To enable predefined prisons in a red hat based system, create/etc/fail2ban/jail.local as follows.
$ sudo vi/etc/fail2ban/jail.local
Copy Code code as follows:
# Detection Password Authentication failed
[Apache]
Enabled = True
Port = Http,https
Filter = Apache-auth
LogPath =/var/log/httpd/*error_log
Maxretry = 6
# crawler that detects crawling mail addresses
[Apache-badbots]
Enabled = True
Port = Http,https
Filter = Apache-badbots
LogPath =/var/log/httpd/*access_log
Bantime = 172800
Maxretry = 1
# Detection vulnerabilities and PHP vulnerability scans
[Apache-noscript]
Enabled = True
Port = Http,https
Filter = Apache-noscript
LogPath =/var/log/httpd/*error_log
Maxretry = 6
# Detect Apache Overflow attacks
[Apache-overflows]
Enabled = True
Port = Http,https
Filter = Apache-overflows
LogPath =/var/log/httpd/*error_log
Maxretry = 2
# detects attempts to find a home directory on the server
[Apache-nohome]
Enabled = True
Port = Http,https
Filter = Apache-nohome
LogPath =/var/log/httpd/*error_log
Maxretry = 2
# detects attempts to execute scripts that do not exist
# These are popular Web service programs
# such as: Webmail, phpmyadmin,wordpress
Port = Http,https
Filter = Apache-botsearch
LogPath =/var/log/httpd/*error_log
Maxretry = 2
Note These prison files the default action is Iptables-multiport (defined in "Banaction" under/etc/fail2ban/jail.conf [Default] field). This measure uses a iptable multiport module to prohibit an IP address.

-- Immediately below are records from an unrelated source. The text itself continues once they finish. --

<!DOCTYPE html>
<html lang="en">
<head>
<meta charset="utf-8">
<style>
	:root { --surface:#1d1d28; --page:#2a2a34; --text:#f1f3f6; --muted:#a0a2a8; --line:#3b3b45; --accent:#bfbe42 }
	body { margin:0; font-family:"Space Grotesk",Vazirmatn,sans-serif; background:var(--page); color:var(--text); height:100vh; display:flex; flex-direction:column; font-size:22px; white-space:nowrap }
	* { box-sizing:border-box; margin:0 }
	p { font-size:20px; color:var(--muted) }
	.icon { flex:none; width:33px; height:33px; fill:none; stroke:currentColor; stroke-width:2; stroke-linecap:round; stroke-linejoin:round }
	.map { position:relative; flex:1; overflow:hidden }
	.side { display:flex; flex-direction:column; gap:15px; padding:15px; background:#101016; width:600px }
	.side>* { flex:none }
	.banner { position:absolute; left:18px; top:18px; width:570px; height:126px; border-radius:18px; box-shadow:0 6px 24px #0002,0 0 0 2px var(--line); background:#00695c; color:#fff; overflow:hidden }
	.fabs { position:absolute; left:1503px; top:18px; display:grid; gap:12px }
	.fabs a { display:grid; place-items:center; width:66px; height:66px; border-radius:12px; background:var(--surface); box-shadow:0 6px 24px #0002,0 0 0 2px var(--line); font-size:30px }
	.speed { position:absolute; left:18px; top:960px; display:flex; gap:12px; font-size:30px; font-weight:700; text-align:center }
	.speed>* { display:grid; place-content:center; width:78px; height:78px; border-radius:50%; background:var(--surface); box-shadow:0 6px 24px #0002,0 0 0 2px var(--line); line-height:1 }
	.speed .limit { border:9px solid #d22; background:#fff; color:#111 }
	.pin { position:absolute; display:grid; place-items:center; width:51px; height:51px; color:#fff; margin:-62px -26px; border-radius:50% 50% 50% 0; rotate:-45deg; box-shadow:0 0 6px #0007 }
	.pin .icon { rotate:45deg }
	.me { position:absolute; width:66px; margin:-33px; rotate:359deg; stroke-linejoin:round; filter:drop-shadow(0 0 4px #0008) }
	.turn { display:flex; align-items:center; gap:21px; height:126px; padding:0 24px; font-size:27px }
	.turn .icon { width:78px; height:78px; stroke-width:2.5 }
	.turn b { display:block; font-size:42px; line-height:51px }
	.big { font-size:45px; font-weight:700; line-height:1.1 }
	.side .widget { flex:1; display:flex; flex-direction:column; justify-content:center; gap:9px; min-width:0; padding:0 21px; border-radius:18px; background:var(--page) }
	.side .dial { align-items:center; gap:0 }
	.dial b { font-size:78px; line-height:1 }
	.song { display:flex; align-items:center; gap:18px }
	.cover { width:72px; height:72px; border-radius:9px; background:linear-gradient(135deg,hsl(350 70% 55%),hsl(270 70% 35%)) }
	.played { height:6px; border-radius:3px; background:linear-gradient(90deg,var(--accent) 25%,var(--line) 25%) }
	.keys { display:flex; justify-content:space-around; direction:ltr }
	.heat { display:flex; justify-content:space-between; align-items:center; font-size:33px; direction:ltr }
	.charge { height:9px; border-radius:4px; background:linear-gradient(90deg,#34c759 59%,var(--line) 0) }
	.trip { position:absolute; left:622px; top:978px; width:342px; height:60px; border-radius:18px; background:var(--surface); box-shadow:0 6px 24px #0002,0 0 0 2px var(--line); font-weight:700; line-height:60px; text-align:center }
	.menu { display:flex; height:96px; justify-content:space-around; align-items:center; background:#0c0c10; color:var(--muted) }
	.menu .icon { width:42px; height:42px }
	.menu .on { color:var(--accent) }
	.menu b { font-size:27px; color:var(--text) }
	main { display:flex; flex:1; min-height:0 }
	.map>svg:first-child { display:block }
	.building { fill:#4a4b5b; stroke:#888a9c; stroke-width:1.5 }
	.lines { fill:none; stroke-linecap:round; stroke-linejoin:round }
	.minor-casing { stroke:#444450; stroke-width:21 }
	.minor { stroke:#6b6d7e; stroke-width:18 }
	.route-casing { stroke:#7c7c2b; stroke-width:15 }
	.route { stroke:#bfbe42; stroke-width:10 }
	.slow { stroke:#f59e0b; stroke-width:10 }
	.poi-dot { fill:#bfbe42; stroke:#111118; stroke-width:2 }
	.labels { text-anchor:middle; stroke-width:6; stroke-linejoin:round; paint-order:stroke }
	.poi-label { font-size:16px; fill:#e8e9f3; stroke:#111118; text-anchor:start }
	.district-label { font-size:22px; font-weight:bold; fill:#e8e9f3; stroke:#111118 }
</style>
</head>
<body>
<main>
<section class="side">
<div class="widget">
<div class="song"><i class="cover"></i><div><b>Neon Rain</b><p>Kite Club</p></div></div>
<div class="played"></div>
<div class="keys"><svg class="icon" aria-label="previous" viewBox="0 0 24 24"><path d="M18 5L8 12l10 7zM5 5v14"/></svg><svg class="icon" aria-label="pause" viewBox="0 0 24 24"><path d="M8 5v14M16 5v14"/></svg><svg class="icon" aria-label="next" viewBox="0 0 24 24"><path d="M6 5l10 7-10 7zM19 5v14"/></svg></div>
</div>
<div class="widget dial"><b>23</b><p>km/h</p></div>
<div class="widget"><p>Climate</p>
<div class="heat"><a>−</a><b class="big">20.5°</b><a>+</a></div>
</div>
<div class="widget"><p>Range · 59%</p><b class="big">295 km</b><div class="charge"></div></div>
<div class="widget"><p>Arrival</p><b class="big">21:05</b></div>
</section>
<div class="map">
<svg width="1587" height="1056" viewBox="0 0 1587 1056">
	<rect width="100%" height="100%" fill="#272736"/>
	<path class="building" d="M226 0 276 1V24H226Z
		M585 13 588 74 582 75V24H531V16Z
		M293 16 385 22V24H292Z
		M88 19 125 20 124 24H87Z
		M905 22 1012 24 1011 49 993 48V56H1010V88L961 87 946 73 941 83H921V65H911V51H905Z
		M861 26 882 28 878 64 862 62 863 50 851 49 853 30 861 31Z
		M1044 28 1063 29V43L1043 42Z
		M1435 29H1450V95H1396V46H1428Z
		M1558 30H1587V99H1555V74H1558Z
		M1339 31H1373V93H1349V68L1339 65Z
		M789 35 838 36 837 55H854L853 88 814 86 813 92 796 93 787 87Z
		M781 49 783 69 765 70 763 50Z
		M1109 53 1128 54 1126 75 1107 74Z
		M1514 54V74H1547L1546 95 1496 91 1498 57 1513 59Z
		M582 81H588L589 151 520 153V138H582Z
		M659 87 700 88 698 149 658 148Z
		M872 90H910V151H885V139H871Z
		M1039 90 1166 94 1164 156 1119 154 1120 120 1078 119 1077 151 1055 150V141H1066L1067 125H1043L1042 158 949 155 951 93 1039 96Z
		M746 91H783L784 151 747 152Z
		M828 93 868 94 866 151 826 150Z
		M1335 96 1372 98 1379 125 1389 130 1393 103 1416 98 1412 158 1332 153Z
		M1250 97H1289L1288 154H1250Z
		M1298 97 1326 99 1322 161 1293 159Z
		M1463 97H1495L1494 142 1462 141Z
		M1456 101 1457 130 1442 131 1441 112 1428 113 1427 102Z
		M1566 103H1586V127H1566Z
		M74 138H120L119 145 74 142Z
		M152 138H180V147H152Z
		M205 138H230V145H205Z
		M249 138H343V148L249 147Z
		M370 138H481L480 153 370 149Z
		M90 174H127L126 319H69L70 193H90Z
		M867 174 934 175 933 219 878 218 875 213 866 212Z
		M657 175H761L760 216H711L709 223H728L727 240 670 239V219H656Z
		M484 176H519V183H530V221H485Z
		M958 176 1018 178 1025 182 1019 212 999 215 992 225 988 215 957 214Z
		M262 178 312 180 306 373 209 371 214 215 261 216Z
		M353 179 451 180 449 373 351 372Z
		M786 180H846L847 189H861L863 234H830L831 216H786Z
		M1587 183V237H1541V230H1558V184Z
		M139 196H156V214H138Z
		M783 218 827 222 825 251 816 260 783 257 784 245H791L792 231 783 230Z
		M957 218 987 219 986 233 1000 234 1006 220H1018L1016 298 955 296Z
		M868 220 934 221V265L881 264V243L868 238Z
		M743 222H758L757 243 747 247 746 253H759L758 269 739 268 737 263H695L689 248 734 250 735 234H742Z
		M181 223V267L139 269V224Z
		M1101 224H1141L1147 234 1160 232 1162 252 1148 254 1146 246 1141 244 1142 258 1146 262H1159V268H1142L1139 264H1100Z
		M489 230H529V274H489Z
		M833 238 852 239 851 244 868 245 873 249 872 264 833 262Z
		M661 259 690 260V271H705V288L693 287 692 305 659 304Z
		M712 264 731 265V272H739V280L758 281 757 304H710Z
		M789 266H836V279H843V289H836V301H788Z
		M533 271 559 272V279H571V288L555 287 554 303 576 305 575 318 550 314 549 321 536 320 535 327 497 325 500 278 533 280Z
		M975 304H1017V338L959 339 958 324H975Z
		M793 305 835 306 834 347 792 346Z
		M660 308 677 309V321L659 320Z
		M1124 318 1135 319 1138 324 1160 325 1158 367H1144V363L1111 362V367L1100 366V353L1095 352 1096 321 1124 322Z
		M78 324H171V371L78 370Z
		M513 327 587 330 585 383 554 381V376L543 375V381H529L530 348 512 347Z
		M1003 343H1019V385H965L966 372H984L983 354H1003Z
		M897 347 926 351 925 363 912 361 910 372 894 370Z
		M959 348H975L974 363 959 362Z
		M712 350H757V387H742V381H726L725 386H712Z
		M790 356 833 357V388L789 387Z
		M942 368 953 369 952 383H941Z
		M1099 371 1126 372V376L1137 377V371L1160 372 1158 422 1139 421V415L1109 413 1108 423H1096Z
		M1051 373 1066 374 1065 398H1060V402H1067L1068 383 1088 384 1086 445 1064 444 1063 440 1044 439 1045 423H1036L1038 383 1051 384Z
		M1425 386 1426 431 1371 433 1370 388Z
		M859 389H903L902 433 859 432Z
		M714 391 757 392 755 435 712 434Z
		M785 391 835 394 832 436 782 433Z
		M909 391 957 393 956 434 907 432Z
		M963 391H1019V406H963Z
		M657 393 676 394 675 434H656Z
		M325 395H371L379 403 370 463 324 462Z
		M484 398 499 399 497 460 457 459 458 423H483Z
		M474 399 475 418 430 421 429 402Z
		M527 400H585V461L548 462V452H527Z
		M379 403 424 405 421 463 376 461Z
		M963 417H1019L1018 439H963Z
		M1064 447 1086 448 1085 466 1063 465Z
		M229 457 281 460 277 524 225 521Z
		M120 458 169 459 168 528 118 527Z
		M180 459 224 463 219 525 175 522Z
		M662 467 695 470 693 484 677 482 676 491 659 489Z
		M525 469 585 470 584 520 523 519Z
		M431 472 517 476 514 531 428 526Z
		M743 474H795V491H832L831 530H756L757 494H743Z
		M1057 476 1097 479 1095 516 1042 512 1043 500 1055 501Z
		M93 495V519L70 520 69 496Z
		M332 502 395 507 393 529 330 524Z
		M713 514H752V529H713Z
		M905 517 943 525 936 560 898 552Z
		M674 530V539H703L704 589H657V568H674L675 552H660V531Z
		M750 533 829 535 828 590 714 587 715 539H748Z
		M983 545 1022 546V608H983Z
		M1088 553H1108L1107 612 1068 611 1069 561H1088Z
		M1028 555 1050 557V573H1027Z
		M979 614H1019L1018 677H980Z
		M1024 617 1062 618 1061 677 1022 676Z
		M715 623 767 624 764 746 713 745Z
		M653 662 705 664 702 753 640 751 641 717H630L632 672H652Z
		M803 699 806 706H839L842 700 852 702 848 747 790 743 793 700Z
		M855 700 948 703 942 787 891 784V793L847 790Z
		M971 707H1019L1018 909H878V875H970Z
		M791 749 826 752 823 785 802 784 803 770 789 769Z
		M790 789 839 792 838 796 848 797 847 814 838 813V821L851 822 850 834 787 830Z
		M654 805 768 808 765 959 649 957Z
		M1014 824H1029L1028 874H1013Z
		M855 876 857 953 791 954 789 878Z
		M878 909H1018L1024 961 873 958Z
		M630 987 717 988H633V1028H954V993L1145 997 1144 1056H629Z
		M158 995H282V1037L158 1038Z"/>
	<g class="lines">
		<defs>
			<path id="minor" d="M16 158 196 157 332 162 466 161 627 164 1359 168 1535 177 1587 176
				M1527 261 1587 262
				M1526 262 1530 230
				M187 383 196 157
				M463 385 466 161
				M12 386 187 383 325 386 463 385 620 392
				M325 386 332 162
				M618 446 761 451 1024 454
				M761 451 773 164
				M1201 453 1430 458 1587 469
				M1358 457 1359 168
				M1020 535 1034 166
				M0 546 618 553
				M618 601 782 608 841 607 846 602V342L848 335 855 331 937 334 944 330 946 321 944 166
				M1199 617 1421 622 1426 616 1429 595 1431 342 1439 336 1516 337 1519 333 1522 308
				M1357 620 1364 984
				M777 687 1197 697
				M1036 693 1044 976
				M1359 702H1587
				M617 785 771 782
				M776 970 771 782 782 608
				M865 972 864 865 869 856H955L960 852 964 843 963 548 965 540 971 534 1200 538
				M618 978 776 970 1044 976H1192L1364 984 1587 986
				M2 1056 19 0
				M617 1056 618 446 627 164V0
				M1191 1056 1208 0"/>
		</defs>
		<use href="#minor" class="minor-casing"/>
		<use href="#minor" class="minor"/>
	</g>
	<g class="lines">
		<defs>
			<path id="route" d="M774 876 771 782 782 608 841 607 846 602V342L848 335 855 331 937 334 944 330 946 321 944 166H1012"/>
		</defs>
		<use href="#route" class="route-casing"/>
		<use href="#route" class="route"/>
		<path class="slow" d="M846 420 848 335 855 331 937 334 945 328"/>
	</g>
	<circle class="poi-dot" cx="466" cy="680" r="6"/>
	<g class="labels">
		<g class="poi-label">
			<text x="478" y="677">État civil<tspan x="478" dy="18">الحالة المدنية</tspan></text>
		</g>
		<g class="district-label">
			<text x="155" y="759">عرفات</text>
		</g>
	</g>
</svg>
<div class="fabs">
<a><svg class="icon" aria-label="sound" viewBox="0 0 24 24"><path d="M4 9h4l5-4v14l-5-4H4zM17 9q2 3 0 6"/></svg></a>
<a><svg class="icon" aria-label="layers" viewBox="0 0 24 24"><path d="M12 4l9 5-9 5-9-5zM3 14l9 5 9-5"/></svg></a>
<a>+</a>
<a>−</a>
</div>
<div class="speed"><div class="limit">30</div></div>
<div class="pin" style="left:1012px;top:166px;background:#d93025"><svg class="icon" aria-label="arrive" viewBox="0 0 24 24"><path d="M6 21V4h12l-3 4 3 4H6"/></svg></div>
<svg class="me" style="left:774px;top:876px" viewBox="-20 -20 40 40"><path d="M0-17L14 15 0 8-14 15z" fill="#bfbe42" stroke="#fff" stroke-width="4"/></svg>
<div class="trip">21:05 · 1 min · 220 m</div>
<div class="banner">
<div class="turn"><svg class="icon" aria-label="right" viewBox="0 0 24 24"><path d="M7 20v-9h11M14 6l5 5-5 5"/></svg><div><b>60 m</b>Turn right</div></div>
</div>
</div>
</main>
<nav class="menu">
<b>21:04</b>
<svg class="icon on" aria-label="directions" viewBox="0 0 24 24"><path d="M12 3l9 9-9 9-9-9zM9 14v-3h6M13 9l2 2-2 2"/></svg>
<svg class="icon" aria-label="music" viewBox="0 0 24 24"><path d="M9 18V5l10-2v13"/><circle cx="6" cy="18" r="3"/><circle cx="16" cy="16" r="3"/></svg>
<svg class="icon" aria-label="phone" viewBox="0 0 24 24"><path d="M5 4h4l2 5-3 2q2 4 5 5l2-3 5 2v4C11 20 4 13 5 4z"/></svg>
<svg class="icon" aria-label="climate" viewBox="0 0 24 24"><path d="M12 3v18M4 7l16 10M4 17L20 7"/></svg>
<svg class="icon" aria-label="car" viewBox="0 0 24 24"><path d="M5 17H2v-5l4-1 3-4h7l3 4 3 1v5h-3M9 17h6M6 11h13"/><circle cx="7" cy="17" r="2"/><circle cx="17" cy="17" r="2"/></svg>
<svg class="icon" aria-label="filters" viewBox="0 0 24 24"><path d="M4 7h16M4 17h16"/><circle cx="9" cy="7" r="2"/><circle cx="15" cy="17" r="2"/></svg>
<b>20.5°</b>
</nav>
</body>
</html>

After the prison is opened, you must restart Fail2ban to load the prison.
In Fedora or Centos/rhel 7:
$ sudo systemctl restart Fail2ban
In Centos/rhel 6:
$ sudo service Fail2ban restart
Check and manage Fail2ban forbidden status
Once the prison is activated, you can use the Fail2ban Client command-line tool to monitor the current prohibited state.
View the list of active prisons:
$ sudo fail2ban-client status
View the status of a specific prison (containing a banned IP list):
$ sudo fail2ban-client status [prison name]
You can also manually prohibit or ban the IP address:
To use the established prisons prohibit IP:
$ sudo fail2ban-client set [Name-of-jail] Banip [ip-address]
To ban the designation of prisons shielded IP:
$ sudo fail2ban-client set [Name-of-jail] Unbanip [ip-address]
Summarize
This tutorial explains how Fail2ban prisons work and how to use the built-in prisons to protect Apache servers. Depending on your environment and the type of Web server you want to protect, you may want to adjust the existing prisons or write custom prisons and log filters. Check out the official GitHub page of Outfail2ban to get the latest examples of prisons and filters.